All right, I got the beet madness out of my system with a little red borscht soup and potato-cheese pierogis at Lomzynianka in the Polish neighborhood where I'm staying in Brooklyn. I was also assisted by the red flannel hash (eggs over beets mixed with corned beef), plus a side of beet mustard and salad greens I had at a most exquisitely delicious restaurant, The Farm on Adderly, which has a bowl of plastic farm animals to take like business cards or toothpicks and Slow Food NYC's Snail of Approval, a distinction I did not know existed. So now here's a relatively lighter post.
Erin's already written about the eye-watering watermelon radish, but I suggest we all clasp our hands together and breathe, "Oh!" one more time because aren't they just the purtiest lil' darlin's y'ever did see?

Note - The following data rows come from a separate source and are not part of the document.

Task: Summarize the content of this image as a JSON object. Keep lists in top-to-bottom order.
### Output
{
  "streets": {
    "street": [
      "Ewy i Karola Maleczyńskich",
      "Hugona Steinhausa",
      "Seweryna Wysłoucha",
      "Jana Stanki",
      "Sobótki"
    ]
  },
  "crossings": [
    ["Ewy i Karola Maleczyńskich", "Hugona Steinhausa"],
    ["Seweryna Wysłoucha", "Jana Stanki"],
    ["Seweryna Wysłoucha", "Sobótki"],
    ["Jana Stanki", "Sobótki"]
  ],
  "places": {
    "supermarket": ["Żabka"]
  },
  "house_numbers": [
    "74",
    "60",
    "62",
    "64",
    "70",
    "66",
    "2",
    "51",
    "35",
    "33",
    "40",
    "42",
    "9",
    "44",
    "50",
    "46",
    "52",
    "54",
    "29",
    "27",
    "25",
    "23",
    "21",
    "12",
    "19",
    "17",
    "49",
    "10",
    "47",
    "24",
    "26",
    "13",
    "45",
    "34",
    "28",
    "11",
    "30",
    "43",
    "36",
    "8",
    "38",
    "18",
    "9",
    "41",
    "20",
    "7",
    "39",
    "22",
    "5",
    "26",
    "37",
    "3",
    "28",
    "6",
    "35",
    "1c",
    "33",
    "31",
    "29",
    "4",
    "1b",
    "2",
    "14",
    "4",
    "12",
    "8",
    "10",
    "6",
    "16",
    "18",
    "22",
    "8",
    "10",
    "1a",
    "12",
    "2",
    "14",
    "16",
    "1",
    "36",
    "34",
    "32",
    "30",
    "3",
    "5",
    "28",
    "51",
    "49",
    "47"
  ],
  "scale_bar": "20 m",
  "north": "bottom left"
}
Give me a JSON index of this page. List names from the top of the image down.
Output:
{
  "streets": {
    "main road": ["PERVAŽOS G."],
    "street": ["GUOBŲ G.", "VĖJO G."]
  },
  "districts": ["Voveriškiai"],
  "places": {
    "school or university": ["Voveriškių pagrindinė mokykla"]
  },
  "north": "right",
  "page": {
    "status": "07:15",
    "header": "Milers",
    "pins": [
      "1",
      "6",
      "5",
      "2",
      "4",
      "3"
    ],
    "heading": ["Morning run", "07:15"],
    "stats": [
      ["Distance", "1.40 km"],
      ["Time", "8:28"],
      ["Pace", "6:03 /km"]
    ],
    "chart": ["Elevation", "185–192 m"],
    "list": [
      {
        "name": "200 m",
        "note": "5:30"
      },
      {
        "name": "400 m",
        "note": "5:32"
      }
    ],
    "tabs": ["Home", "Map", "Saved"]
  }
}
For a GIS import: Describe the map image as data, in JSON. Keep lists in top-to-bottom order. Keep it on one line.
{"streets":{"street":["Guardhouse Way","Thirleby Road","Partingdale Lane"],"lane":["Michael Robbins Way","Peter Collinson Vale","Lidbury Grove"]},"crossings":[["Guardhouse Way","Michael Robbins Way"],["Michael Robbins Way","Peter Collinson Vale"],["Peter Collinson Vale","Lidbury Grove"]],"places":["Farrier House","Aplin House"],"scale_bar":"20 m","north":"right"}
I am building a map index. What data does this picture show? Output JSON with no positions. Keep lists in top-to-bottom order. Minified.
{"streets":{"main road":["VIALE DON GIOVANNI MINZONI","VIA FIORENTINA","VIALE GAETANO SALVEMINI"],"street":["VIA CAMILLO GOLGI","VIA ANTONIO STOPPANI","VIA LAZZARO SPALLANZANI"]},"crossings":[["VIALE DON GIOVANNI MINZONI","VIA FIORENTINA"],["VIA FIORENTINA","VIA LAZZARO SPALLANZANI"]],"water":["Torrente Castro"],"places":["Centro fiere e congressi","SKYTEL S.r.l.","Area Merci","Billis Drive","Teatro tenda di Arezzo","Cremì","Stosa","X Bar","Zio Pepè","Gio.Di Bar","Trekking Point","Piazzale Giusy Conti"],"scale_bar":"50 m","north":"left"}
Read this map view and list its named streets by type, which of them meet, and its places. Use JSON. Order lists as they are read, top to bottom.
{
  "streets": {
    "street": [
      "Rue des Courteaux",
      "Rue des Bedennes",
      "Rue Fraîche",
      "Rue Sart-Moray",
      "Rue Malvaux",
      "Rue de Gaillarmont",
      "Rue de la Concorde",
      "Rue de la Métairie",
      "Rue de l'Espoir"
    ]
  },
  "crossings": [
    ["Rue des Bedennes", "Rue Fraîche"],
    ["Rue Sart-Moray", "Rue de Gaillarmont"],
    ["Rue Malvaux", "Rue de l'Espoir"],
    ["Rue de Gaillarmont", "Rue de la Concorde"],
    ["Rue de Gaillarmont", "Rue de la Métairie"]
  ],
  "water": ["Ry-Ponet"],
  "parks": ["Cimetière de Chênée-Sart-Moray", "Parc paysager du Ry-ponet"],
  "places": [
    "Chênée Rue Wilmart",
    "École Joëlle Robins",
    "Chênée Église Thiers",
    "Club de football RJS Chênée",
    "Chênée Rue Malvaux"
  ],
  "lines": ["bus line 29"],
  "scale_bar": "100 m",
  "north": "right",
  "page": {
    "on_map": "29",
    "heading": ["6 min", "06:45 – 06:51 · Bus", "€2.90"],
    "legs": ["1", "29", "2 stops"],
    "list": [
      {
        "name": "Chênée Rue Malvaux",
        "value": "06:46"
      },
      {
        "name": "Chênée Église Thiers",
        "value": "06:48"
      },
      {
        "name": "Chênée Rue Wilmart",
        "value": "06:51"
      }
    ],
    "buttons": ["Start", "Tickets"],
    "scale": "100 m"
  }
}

Fall is supposed to be when we get serious--about our work, our lives, our leaves--but it's a relief to see that not all is dark orange, brown, or somber green this time of year. I got these first watermelon radishes of the season in mid-September at the Ferry Plaza Heirloom Organics stand, and paired them with dandelion greens, though more out of a sense of color than taste, I admit. Watermelon radishes are supposed to be sweet as far as radishes go, but these were super spicy, perhaps because they tend to start off really feisty and mellow out as they mature (rather like humans but the opposite of most radishes, according to this site).
To ease the hot pink peppery jolt, as well as the bitterness of the greens, I sauteed them together. Next time I might put some scrambled eggs on the side and serve the bold-flavored dish as a morning eye-opener.
I had used only half the radish, so later I dropped some raw triangle slices on top of hummus and fried falafels (made the naughty cheater way with water and a mix from Rainbow Grocery's bulk section, though I did add freshly minced shallots.
The sweet-tart ending to this pink-and-green theme party came with the arrival of these "mystery apples" I got from Four Sisters Farm. The woman at the stand told me this fruit was deemed "mysterious" because the tree's seeds had blown into their five acres from elsewhere on the scented winds of Aromas, their Monterey County location.
For those who like rankings, I say these apples' cuteness factor is the food equivalent of the baby pygmy hippo.